Dan Sheehan has dismissed his try-scoring spate with Leinster as the “flashy stats”.
In the four club games the hooker has played since January against Stormers, Harlequins, Glasgow and Ulster, he has scored seven tries, including a hat-trick against Richie Murphy’s Ulster crew. Not a bad strike rate for 186 minutes of competitive rugby.
Nor is Sheehan in the mood for flattery this week. He doesn’t want his scoring to be the narrative, although he cannot ignore his canny knack of finding the line with Northampton arriving on Saturday in the Champions Cup semi-final and the prospect of a fourth final in four years.

Leinster vs Northampton - the comeback final revisited
“It’s been good the last couple of weeks for me personally but they’re all the flashy stats and coaches look at different stats, which is the way rugby is,” he says.
“But it’s nice, that’s why I enjoy rugby, that sort of flashiness, scoring tries, playing nice rugby. It’s been very enjoyable over the last couple of weeks and hopefully Saturday will be similar.”
Sheehan has assumed a more senior role this season and was named Irish captain for the first time against Wales in this year’s Six Nations. The position doesn’t lend itself to flights of fancy, which dovetails comfortably with his self-contained, analytical approach.
While moving the scoreboard is the name of the game, especially in the knock-out phase, it’s the plays that allow that to happen that electrify the coaching staff. So, what do they look for other than flashy try stats?
“Probably contact metres, metres after contact, then obviously scrum and lineout percentages, how well we launch off our attack, tackle dominance, there’s millions that get sent out,” he says.
“But that’s a massive part of the game. I thought we defended quite well in the last two European games. So, there’s lots to look at but always lots to improve on. We’re trying to drive those numbers and set our own standards rather than play to whatever opposition is in front of us.”

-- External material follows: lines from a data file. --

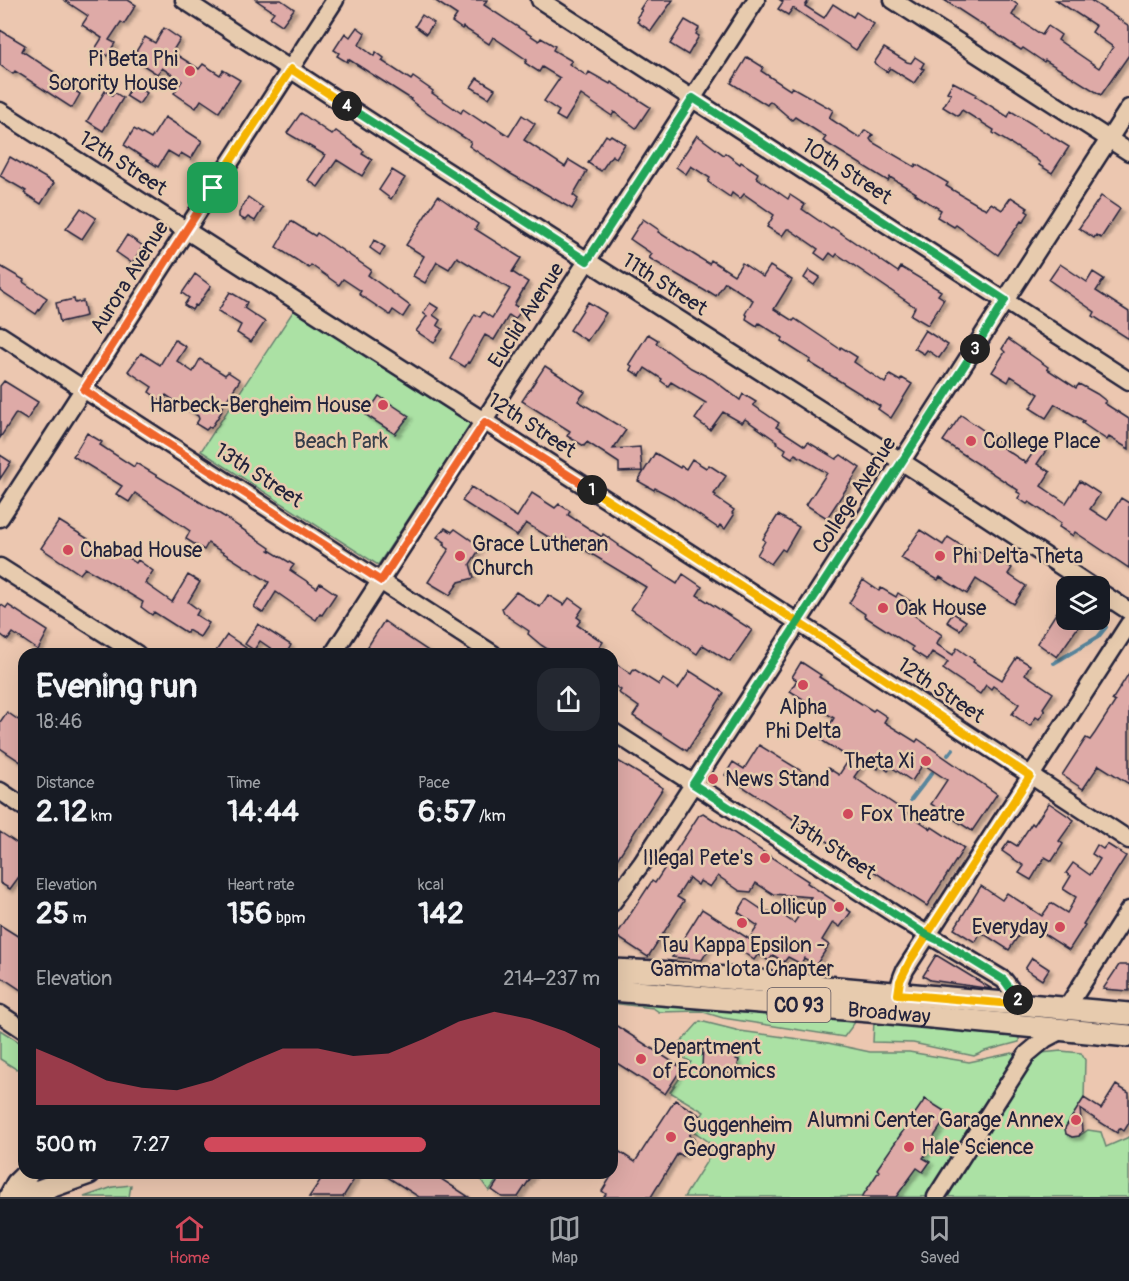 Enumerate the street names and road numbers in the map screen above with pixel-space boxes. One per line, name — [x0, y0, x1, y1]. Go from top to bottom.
street label: 12th Street — [74, 125, 172, 202]
street label: 10th Street — [796, 132, 897, 211]
street label: Aurora Avenue — [84, 215, 175, 339]
street label: 11th Street — [617, 247, 713, 322]
street label: Euclid Avenue — [482, 257, 571, 373]
street label: 12th Street — [483, 387, 581, 464]
street label: College Avenue — [806, 431, 903, 559]
street label: 13th Street — [210, 437, 308, 514]
street label: 12th Street — [892, 651, 990, 730]
street label: 13th Street — [783, 809, 881, 886]
road number: CO 93 — [768, 988, 830, 1022]
street label: Broadway — [846, 996, 932, 1031]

Sheehan no longer does the boxing training that aided his recent return to fitness. The skipping and the fight routines have been abandoned for more traditional rugby sets and he now feels he is becoming as strong as ever after successfully coming back from an ACL injury faster than normal.
Perhaps not quite at his peak yet, his timing could yet be exquisite as Leinster approach the trophy end of the season this week and in the United Rugby Championship.

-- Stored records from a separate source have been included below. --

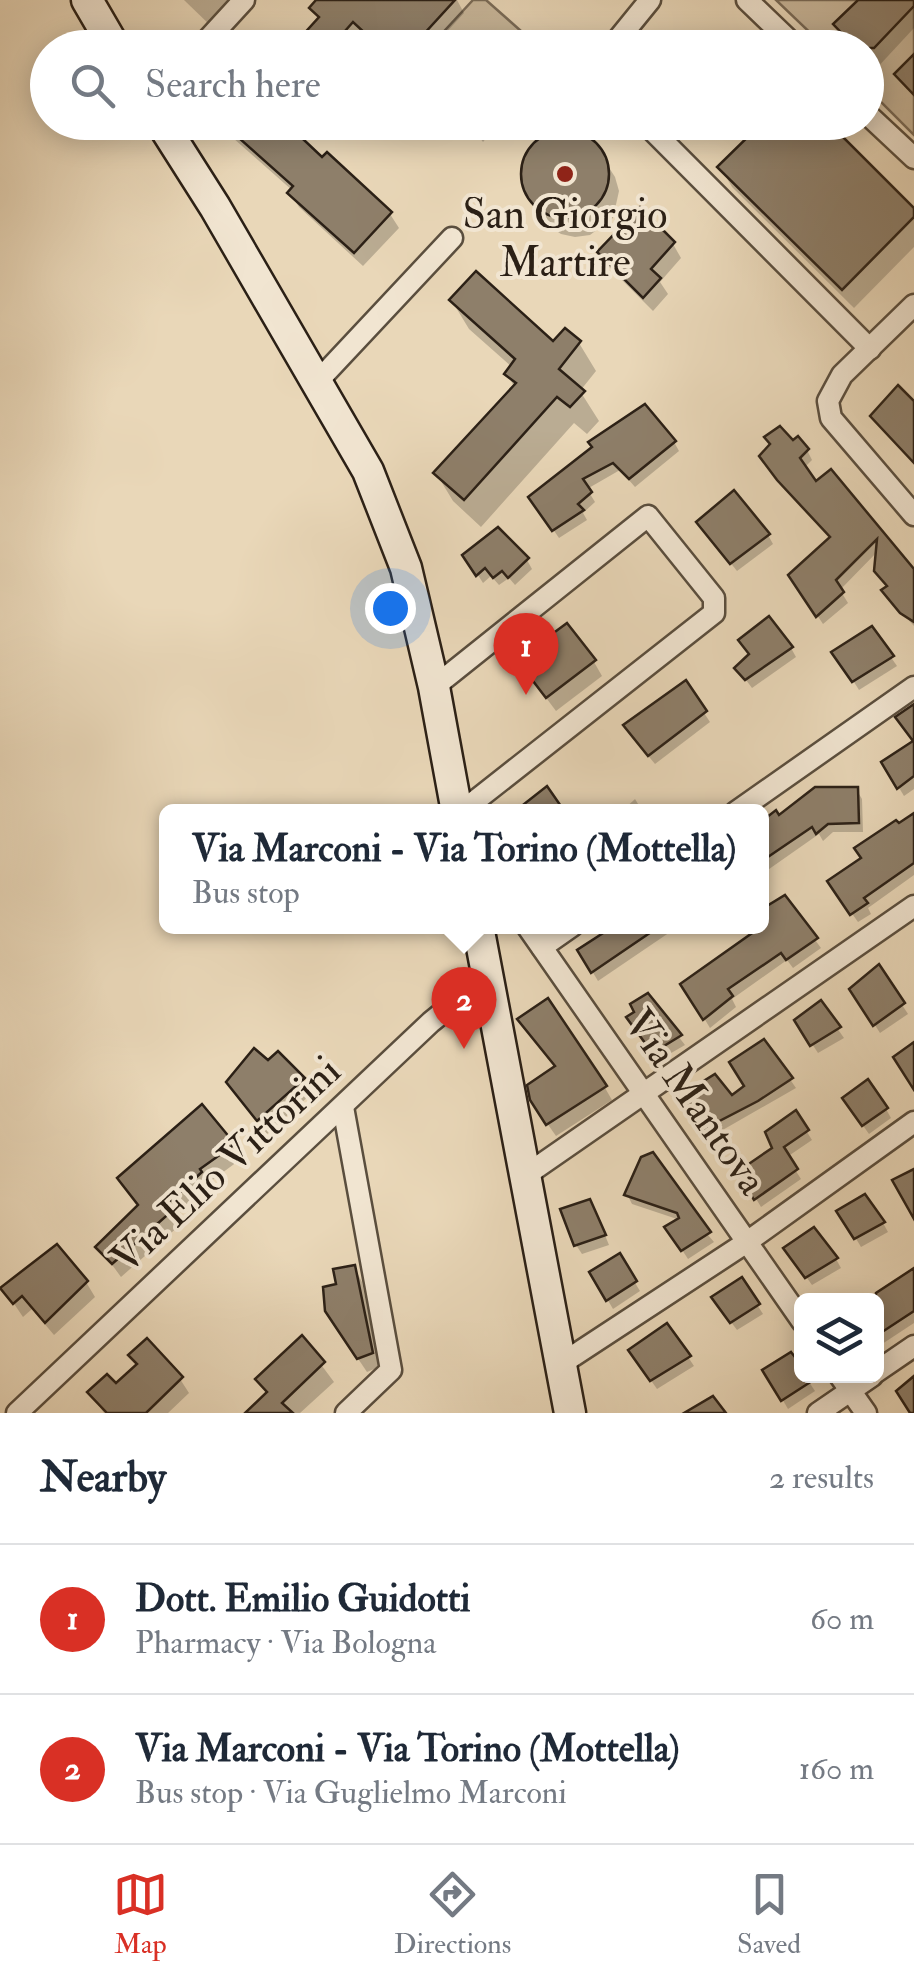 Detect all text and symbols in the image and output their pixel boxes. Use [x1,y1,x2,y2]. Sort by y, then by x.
search box [30,30,884,140]
icon: search [65,58,120,113]
text: Search here [145,61,321,109]
marker: San Giorgio Martire [554,163,576,185]
place label: San Giorgio Martire [463,189,667,289]
your location [365,583,416,634]
pin: 1 [494,612,558,695]
popup [159,804,769,934]
text: Via Marconi - Via Torino (Mottella) [192,825,736,873]
text: Bus stop [192,873,300,913]
pin: 2 [432,966,496,1049]
street label: Via Mantova [612,999,778,1205]
street label: Via Elio Vittorini [100,1045,352,1285]
map controls [794,1293,884,1383]
button: layers [794,1293,884,1383]
text: Nearby [40,1452,166,1504]
text: 2 results [769,1458,874,1498]
text: Dott. Emilio Guidotti [135,1575,470,1623]
text: 1 [67,1599,78,1639]
text: 60 m [810,1599,874,1639]
text: Pharmacy · Via Bologna [135,1623,436,1663]
text: Via Marconi - Via Torino (Mottella) [135,1725,680,1773]
text: 2 [64,1749,81,1789]
text: 160 m [799,1749,874,1789]
text: Bus stop · Via Guglielmo Marconi [135,1773,567,1813]
tab: Map [113,1867,168,1962]
tab: Directions [394,1867,511,1962]
tab: Saved [737,1867,801,1962]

“I’m getting back there now,” he says of fitness goals.
“I was hitting all the markers through the rehab process and making sure I was getting back to where I was before. I didn’t want to rush it. Although I came back quick, we didn’t cut any corners, and we made sure that I was in the same physical state that I had left.
“I’m in a very good spot with the body and everything’s going well. I don’t feel any vulnerability. I’m still strapping it [knee] but it came off for a game, it didn’t really matter, but I’ll just finish out the season like that.”

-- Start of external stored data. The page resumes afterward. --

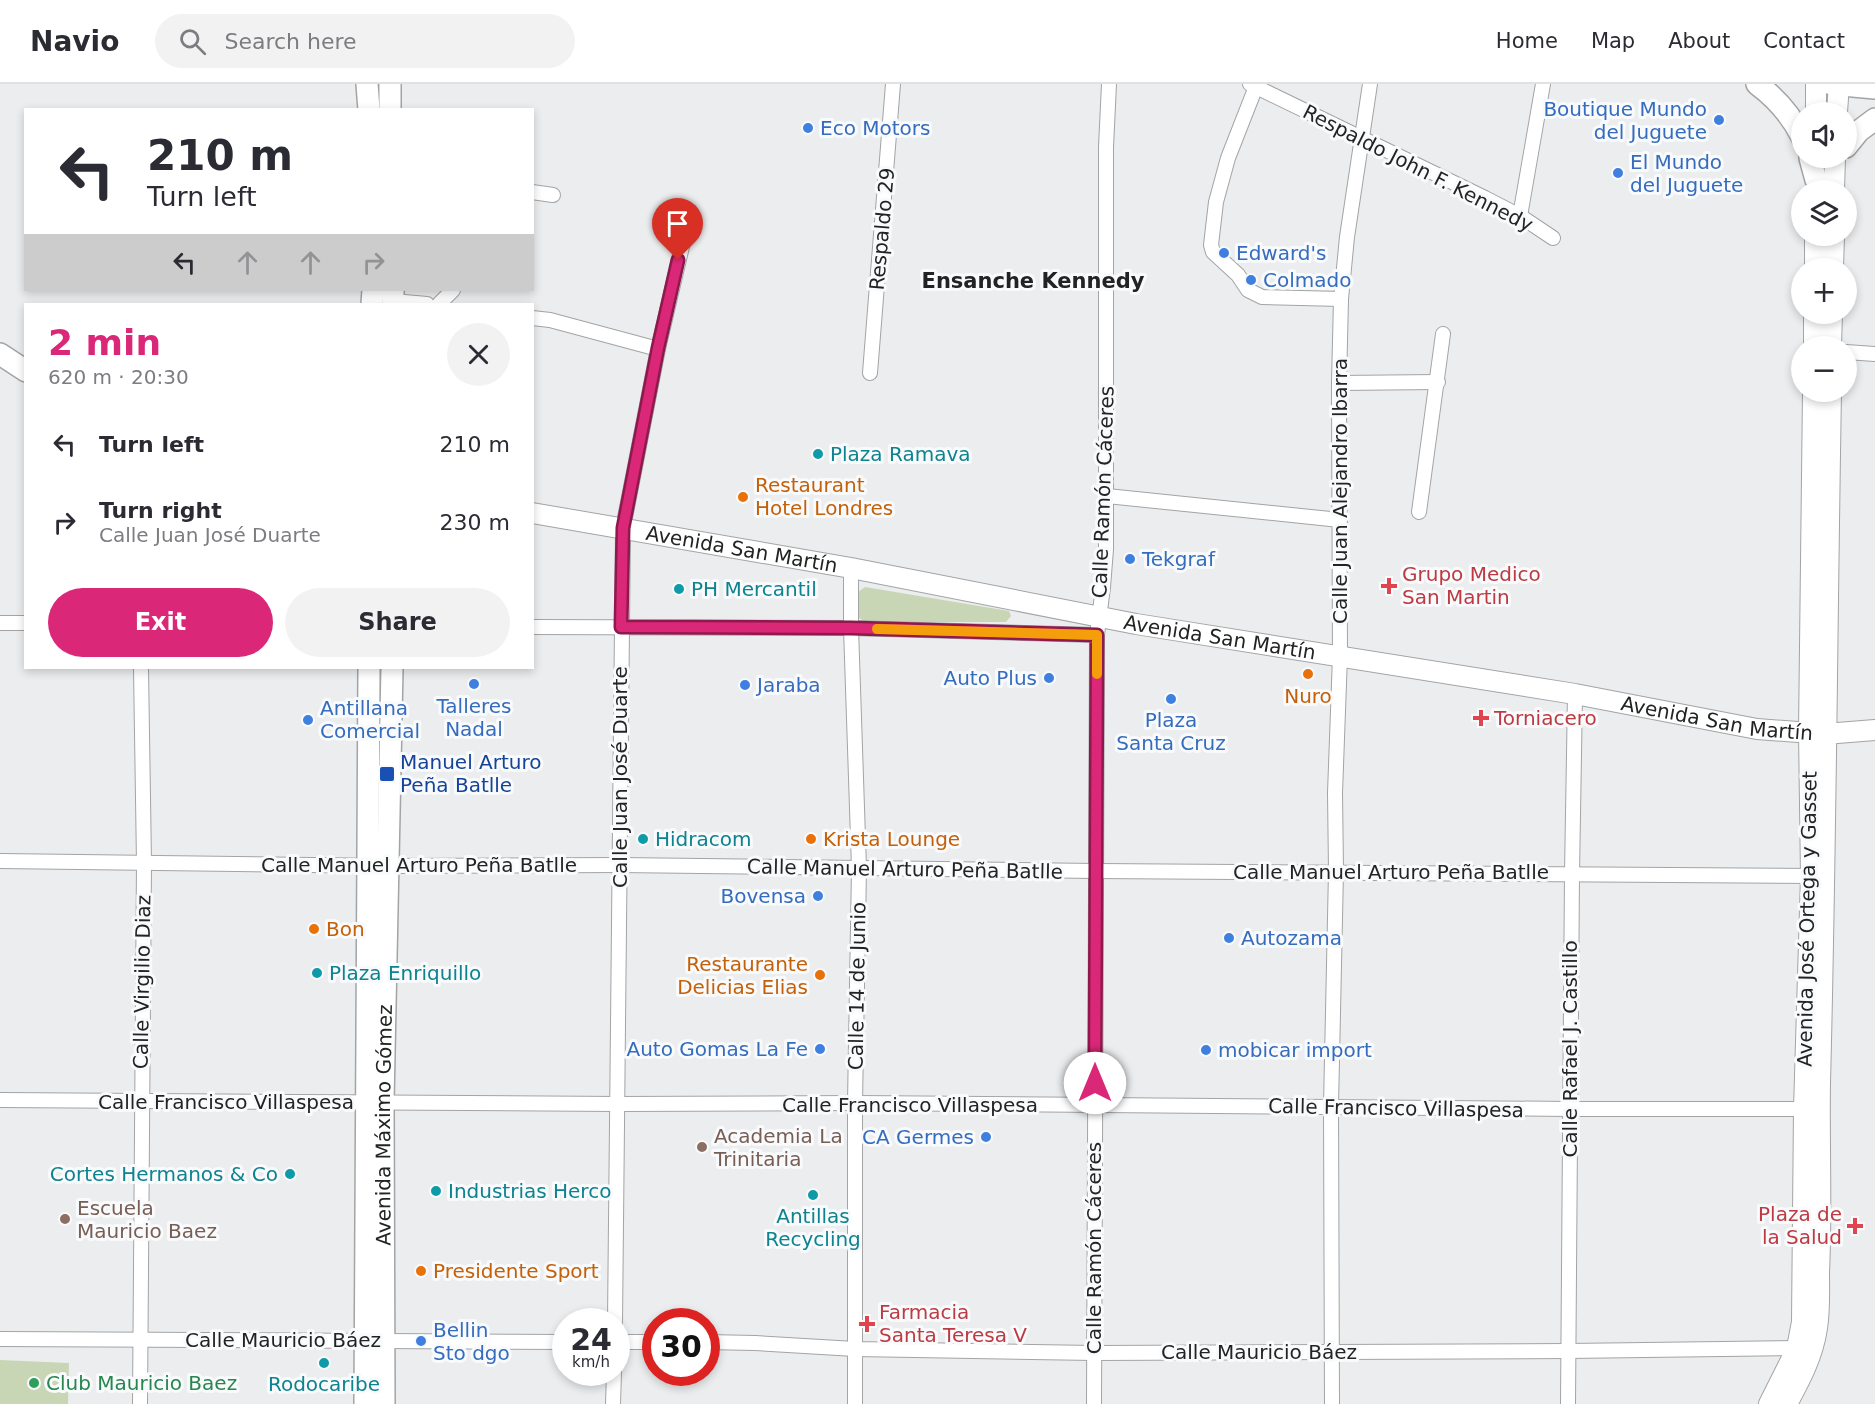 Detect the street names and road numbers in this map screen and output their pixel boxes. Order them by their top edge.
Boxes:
street label: Respaldo John F. Kennedy [1299,99,1537,237]
street label: Respaldo 29 [865,167,899,291]
street label: Calle Juan Alejandro lbarra [1328,358,1352,624]
street label: Calle Ramón Cáceres [1087,385,1119,599]
street label: Avenida San Martín [644,521,840,578]
street label: Avenida San Martín [1122,610,1318,664]
street label: Calle Juan José Duarte [608,666,632,888]
street label: Avenida San Martín [1619,691,1814,745]
street label: Avenida José Ortega y Gasset [1792,771,1822,1067]
street label: Calle Manuel Arturo Peña Batlle [261,853,577,877]
street label: Calle Manuel Arturo Peña Batlle [747,854,1063,884]
street label: Calle Manuel Arturo Peña Batlle [1233,860,1549,884]
street label: Calle Virgilio Diaz [128,895,156,1069]
street label: Calle 14 de Junio [844,902,870,1070]
street label: Calle Rafael J. Castillo [1558,940,1582,1158]
street label: Avenida Máximo Gómez [371,1004,397,1246]
street label: Calle Francisco Villaspesa [98,1090,354,1114]
street label: Calle Francisco Villaspesa [782,1093,1038,1117]
street label: Calle Francisco Villaspesa [1268,1094,1524,1122]
street label: Calle Ramón Cáceres [1082,1142,1106,1354]
street label: Calle Mauricio Báez [185,1328,381,1352]
street label: Calle Mauricio Báez [1161,1340,1357,1364]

The arrival of coach Jacques Nienaber has transformed the way Leinster address their defence, with opposition teams now feeling the full weight of closing down pressure on their own ball.
The South African has some right to feel a degree of satisfaction with Leinster not conceding to their last two opponents in the competition, beating Harlequins 62-0 at Croke Park and Glasgow 52-0 at the Aviva Stadium.
Adopting the right mindset, which deserted Leinster last weekend against Scarlets, is a large part of the bargain. In that department Nienaber is dogged and instructs his players to draw lines in the sand and defend them in hand-to-hand combat. It’s part of the aggressive Springbok attitude.
“To see how passionate he [Nienaber] is about defence and the areas of the game he looks after, it gives everyone a massive lift,” says Sheehan.
“Every meeting you walk into, it’s passionate, it gives you a bit of a drive. You’re looking forward to the weekend, you’ve seen the pictures through your prep, and you can get after them with full confidence that if you stick to the system, you’ll get it right.”
Keeping the opposition to zero is not usually spoken about in Nienaber’s occasionally impassioned meetings. But he is never disappointed when it happens.
“It’s probably talked about the odd time in Jacques’s sort of fiery meetings,” says Sheehan. “He loves nils. Of course he does; it’s his job. No, we don’t talk about keeping teams to zero, perhaps but we try to limit access to opportunities.
“It can happen a few ways. If we get a lead, teams won’t kick penalties for posts, so it becomes harder to score points, so it changes. Early in a game, we make sure our discipline is right, so they don’t take threes and start building scoreboard pressure against us.”
With 114 unanswered points in the last two matches in this competition, scoreboard pressure has been a friend to Leinster. And to Sheehan too.